Earlier in the meeting, the City Council and county commissioners received updates on the recently formed Tax Policy Advisory Board, the Yampa Valley Housing Authority and the Yampa Valley Airport Commission.
The Tax Policy Board has been meeting regularly and is working on examining common concerns that residents have about the area’s tax policy that could be “misconceptions,” said the board’s Co-chairman Jack Dysart.
The Yampa Valley Housing Authority is working to choose an executive director and also accepted $79,500 from both the city and county, which each received $79,500 in increased capital funds from the Colorado Department of Local Affairs.

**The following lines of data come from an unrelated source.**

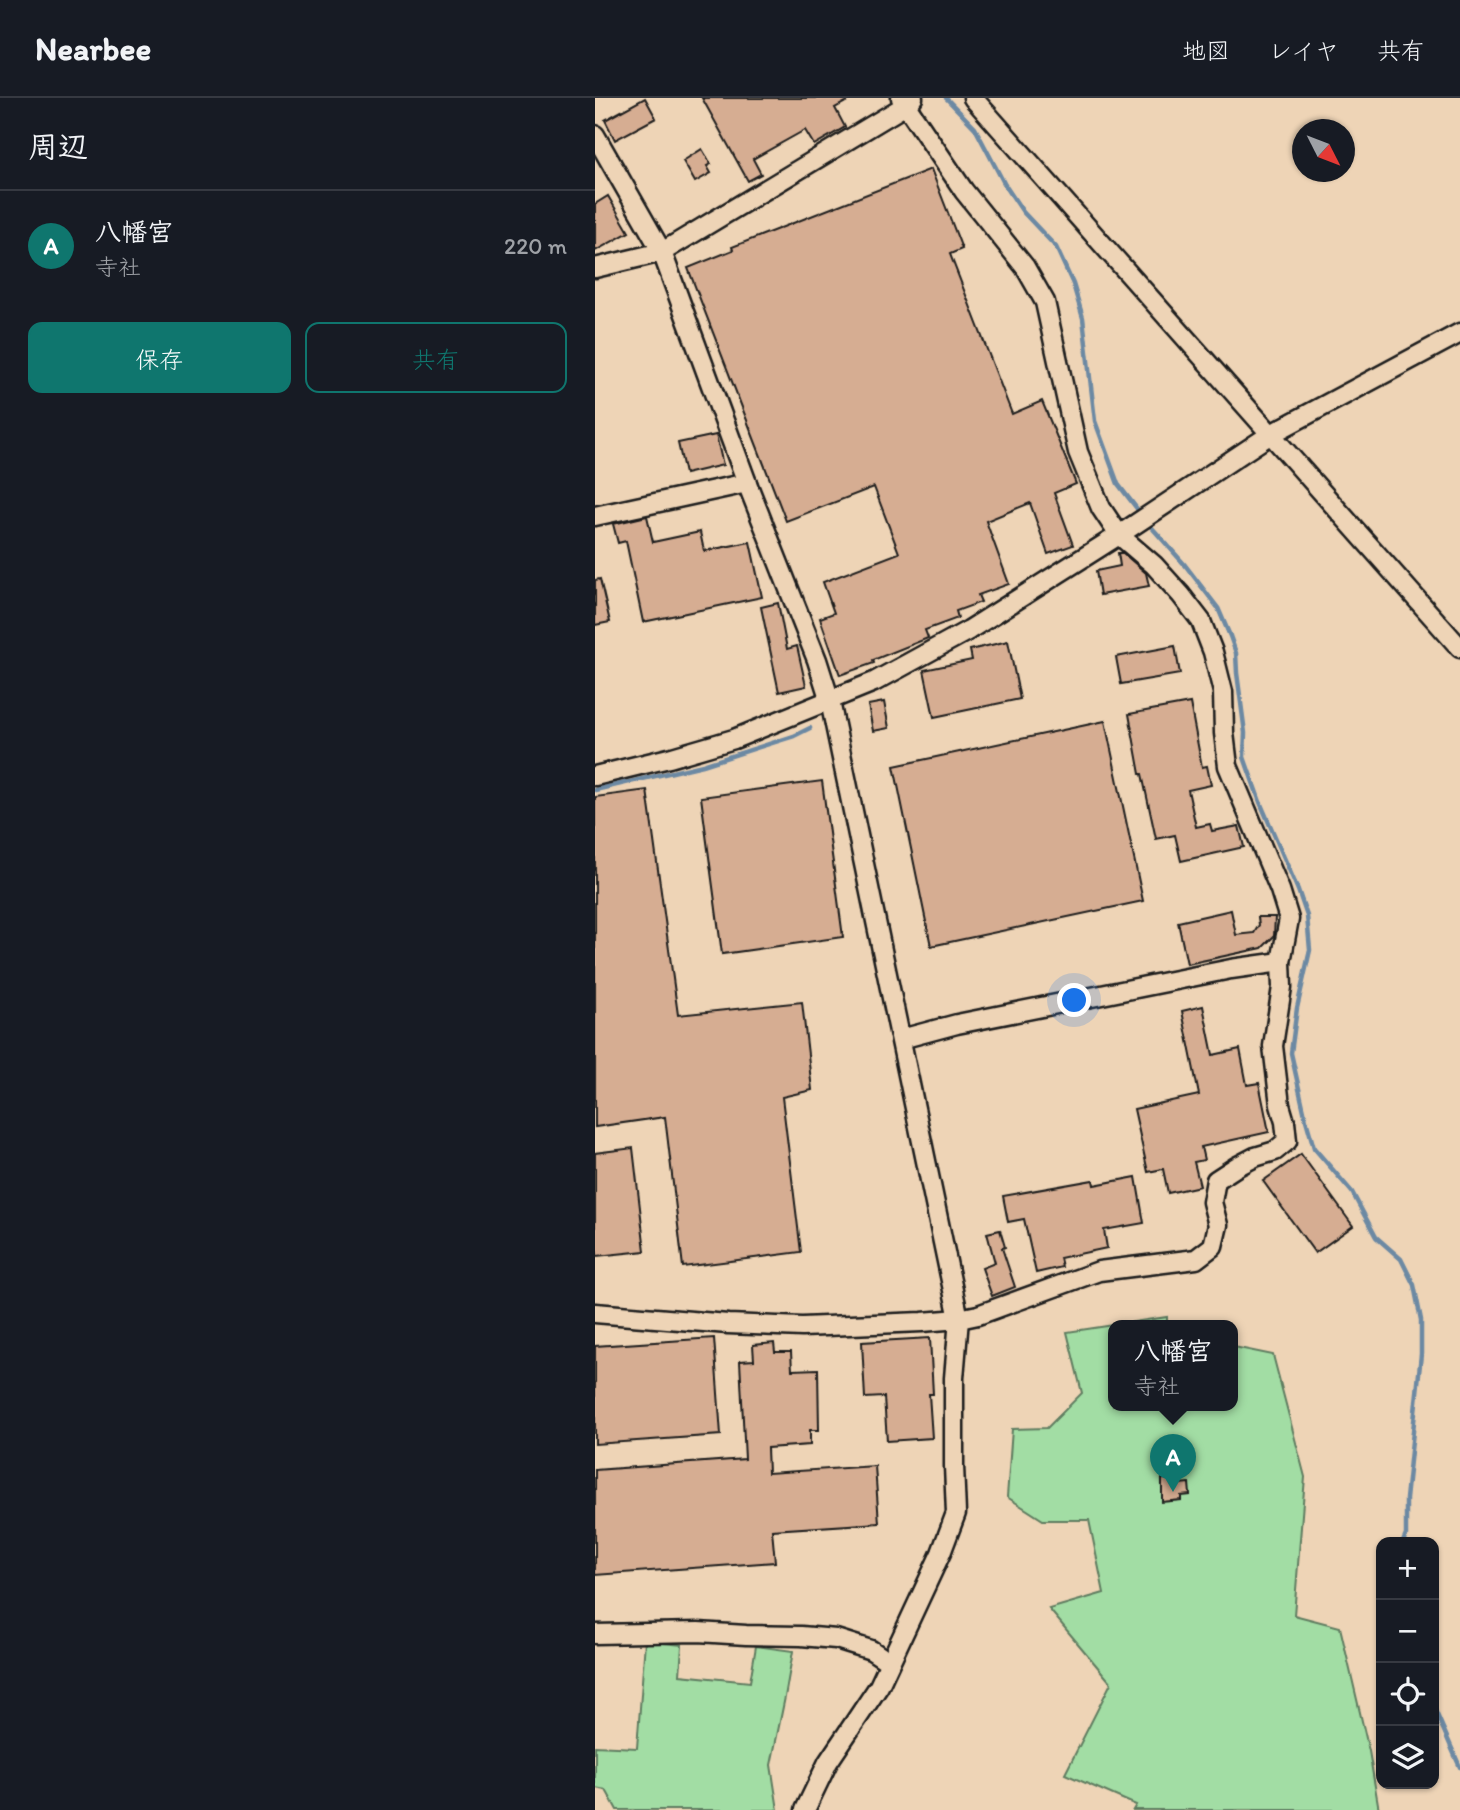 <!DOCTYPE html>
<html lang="ja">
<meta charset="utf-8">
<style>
body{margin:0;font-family:Itim,"Klee One",sans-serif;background:#20242c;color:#f1f3f6}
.controls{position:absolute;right:21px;bottom:21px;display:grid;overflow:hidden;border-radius:14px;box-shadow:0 2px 5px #0004}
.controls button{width:63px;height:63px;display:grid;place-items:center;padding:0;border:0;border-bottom:2px solid #363941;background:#171b24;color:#f1f3f6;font:35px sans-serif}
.compass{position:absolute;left:697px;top:21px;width:63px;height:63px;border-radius:50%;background:#171b24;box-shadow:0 2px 5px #0004;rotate:132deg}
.you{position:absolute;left:480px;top:903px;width:24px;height:24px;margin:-18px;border:5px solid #fff;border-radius:50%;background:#1a73e8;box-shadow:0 0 0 10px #1a73e833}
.badge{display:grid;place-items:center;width:46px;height:46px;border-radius:50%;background:#0f766e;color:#fff;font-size:23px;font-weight:700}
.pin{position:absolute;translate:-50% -58px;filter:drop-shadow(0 2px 4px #0008)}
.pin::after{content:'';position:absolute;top:37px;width:24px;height:21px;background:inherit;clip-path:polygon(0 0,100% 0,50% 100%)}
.popup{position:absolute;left:513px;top:1222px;width:130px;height:91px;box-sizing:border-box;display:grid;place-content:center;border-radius:14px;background:#171b24;filter:drop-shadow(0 2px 5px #0005);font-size:23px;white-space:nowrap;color:#9ea1a6}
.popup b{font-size:26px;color:#f1f3f6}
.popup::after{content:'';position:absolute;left:50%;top:100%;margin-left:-14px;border:14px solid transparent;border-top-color:#171b24}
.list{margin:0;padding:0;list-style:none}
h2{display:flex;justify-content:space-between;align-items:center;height:91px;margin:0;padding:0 28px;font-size:30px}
h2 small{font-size:23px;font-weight:400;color:#9ea1a6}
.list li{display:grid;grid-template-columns:46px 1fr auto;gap:21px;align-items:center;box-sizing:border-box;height:112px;padding:0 28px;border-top:2px solid #363941}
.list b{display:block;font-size:26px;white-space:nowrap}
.list p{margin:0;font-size:23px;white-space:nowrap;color:#9ea1a6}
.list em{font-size:23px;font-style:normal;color:#9ea1a6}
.actions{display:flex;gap:14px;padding:21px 28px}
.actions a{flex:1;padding:16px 0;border:2px solid #0f766e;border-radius:14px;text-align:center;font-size:24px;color:#0f766e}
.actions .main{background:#0f766e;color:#fff}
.icon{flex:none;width:38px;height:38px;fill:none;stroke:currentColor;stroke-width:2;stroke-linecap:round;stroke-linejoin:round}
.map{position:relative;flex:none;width:865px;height:1712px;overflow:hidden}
header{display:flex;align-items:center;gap:42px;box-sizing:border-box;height:98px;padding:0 35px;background:#171b24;border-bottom:2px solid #363941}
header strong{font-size:33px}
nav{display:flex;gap:38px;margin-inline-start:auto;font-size:24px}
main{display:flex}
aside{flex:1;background:#171b24}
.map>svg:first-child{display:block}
.green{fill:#a2dda4;stroke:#5f7c60;stroke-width:2}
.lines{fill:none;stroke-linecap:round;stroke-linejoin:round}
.stream{stroke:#6c89a3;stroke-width:4.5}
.building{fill:#d6ad92;stroke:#1c1c1c;stroke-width:2}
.minor-casing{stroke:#1c1c1c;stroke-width:23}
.minor{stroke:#eed4b6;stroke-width:18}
</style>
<header>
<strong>Nearbee</strong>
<nav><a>地図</a><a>レイヤ</a><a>共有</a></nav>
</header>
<main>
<aside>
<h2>周辺<small></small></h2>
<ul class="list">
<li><span class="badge">A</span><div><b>八幡宮</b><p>寺社</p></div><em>220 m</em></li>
</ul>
<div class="actions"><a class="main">保存</a><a>共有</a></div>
</aside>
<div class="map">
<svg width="865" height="1712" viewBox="0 0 865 1712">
<rect width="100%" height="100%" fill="#eed4b6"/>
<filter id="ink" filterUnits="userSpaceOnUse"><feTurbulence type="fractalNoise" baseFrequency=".0143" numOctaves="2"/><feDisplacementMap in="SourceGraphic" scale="14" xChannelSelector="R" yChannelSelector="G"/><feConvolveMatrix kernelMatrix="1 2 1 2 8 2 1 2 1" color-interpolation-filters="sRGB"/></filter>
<g filter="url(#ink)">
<g class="green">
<polygon points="572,1219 572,1228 518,1228 518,1308 638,1308 638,1261 639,1249 678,1257 710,1379 699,1517 745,1529 774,1653 784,1712 538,1712 541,1707 470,1676 516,1585 454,1511 509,1495 494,1422 448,1422 412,1399 417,1331 452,1330 487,1295 472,1234"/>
<polygon points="50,1543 87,1547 85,1577 155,1584 161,1548 198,1553 190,1599 176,1667 183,1712 22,1712 11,1692 0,1690 0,1648 42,1650"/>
</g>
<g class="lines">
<g class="stream">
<polyline points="351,0 380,30 410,87 428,114 461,149 478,186 488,220 500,323 523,386 546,416"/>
<polyline points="551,423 590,467 623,510 635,538 641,555 642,575 650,635 649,659 665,704 703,792 712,818 715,852 702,910 696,955 711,1022 719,1050 757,1094 781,1139 806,1161 819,1187 826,1222 826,1256 811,1401 811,1437 808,1444"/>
<polyline points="0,692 108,667 199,638 215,630"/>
<polyline points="839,1610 865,1669"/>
</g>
</g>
<g class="building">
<polygon points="50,0 61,20 20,42 10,22"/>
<polygon points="107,0 258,0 240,10 250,29 219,47 210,32 158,61 166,76 153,83"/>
<polygon points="107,51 116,66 112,68 116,75 100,84 88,63"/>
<polygon points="336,71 367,151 355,156 417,316 447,303 481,386 459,395 478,447 453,456 435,405 391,423 414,486 383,497 386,504 361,513 363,520 330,532 333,540 278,562 279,565 245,577 225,520 239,515 228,484 304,455 279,389 191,423 93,170 138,152 137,149"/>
<polygon points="13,98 34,134 0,153 0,106"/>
<polygon points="121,337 128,367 90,376 83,345"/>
<polygon points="52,418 58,444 105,434 109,453 155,444 167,499 48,524 31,443 23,445 18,426"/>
<polygon points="523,455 528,455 551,475 554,488 505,497 501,473 525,468"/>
<polygon points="5,481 15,524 0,527 0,482"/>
<polygon points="183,505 192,551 202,548 211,588 184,594 166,509"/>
<polygon points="413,543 425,601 339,619 329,572 377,562 375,552"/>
<polygon points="580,548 585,576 526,586 521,559"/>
<polygon points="289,604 294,630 278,633 273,607"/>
<polygon points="595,605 607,669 612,668 616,687 593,692 601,729 615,726 617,733 644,728 649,749 586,763 580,737 561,741 547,676 545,676 534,616"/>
<polygon points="510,623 548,803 336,848 299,668"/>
<polygon points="227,683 248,839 127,856 106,699"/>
<polygon points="52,692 83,917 207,904 217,992 187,999 206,1154 88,1169 70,1019 0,1029 0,699"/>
<polygon points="636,812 641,837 659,835 664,827 663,819 680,819 679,838 667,850 592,866 583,824"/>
<polygon points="608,908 618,957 645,951 652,987 664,985 674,1034 606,1049 609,1062 599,1064 605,1088 573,1095 568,1071 553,1074 539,1011 604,997 587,913"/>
<polygon points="38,1050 50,1153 2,1158 0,1144 0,1055"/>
<polygon points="706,1056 758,1128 720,1155 668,1083"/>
<polygon points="541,1079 549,1125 509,1132 512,1150 465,1160 467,1169 441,1175 429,1121 413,1124 408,1098 498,1082 499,1087"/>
<polygon points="405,1132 410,1149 407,1150 420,1189 397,1198 387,1170 400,1165 392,1135"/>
<polygon points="119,1240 126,1337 0,1346 0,1248"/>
<polygon points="335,1240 338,1296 334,1296 337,1340 292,1343 289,1299 270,1300 267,1244"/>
<polygon points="179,1245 180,1254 196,1254 197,1272 223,1271 224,1332 215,1332 215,1347 172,1350 173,1375 280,1368 284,1425 177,1432 180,1464 0,1477 0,1372 150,1361 145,1263 159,1262 158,1247"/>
<polygon points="583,1380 584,1386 594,1385 595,1397 586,1398 586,1402 567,1404 567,1381"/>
</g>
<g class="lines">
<g class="minor-casing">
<g id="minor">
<polyline points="378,0 865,550"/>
<polyline points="0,37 67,154 152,385 222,562 235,603 364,1221 359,1280 359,1368 361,1415 346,1455 284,1588 233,1664 210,1712"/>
<polyline points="0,170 67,154 311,7 318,0"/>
<polyline points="0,418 152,385"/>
<polyline points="0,678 74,660 139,641 279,584 374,532 524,437 676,336 865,235"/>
<polyline points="306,941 362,926 636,871 686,864"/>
<polyline points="0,1215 133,1226 207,1229 327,1224 364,1221 383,1217 504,1173 601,1161 618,1148 623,1127 617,1104 621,1082 641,1069 660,1059 680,1053 692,1043 690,1024 685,1007 678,948 687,889 686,864 694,821 685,792 633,668 629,635 628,594 618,554 606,523 586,497 559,467 524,437 506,410 483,354 450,204 430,169 369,93 306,0"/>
<polyline points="0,1536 103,1534 151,1537 206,1538 241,1541 276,1552 294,1564"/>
</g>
</g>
<use href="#minor" class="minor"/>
</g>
</g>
</svg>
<div class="controls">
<button>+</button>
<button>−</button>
<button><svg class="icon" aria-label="locate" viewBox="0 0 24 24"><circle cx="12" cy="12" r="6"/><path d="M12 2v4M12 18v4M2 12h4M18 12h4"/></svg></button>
<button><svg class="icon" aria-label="layers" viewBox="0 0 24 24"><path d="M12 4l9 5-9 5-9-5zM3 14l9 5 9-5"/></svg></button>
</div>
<svg class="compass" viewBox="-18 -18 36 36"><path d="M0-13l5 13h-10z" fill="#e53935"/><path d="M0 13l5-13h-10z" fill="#9ea1a6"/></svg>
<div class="you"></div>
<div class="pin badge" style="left:578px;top:1394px">A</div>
<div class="popup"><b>八幡宮</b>寺社</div>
</div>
</main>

The Yampa Valley Airport Commission reported that it is reviewing capital improvements and marketing strategies, planning a Labor Day event, and working to validate the view that having two airports — one in Hayden and one in Steamboat Springs — is in the best interest of the community, commission Chairman Marty Kolonel said.
The groups also heard about the threat of wildland fire and the area’s success in preparing for bad fire seasons.
All the groups came out of years of hard work, Councilwoman Nancy Kramer said.
“I think this is the example of good leadership in our community that’s really moving things forward,” she said.